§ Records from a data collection
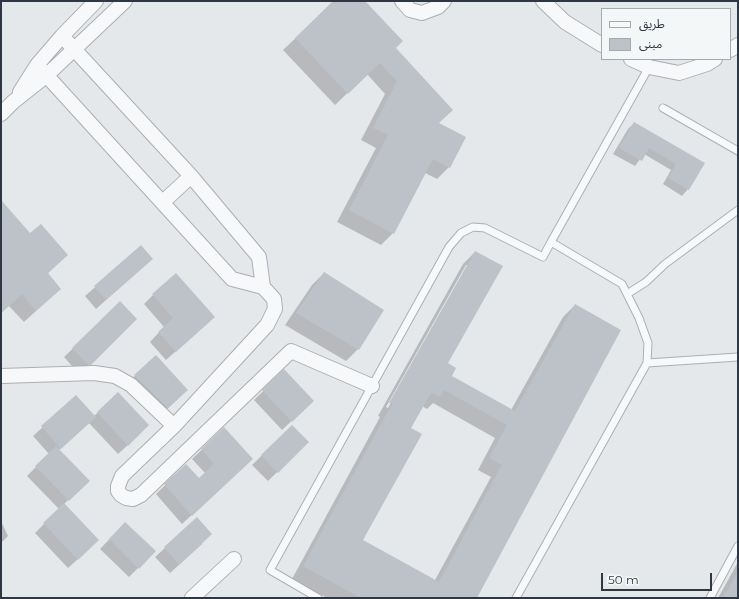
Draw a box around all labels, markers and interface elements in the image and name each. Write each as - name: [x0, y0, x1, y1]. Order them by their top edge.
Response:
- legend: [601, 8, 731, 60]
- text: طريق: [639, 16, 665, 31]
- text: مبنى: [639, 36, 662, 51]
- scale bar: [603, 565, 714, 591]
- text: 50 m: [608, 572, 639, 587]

§ REQUIREMENT
What is needed is an exact copy of all the entries above, minus the pictures.

§ WRITTEN ANSWER
Draw a box around all labels, markers and interface elements in the image and name each. Write each as - name: [x0, y0, x1, y1]. Order them by their top edge.
Response:
- legend: [601, 8, 731, 60]
- text: طريق: [639, 16, 665, 31]
- text: مبنى: [639, 36, 662, 51]
- scale bar: [603, 565, 714, 591]
- text: 50 m: [608, 572, 639, 587]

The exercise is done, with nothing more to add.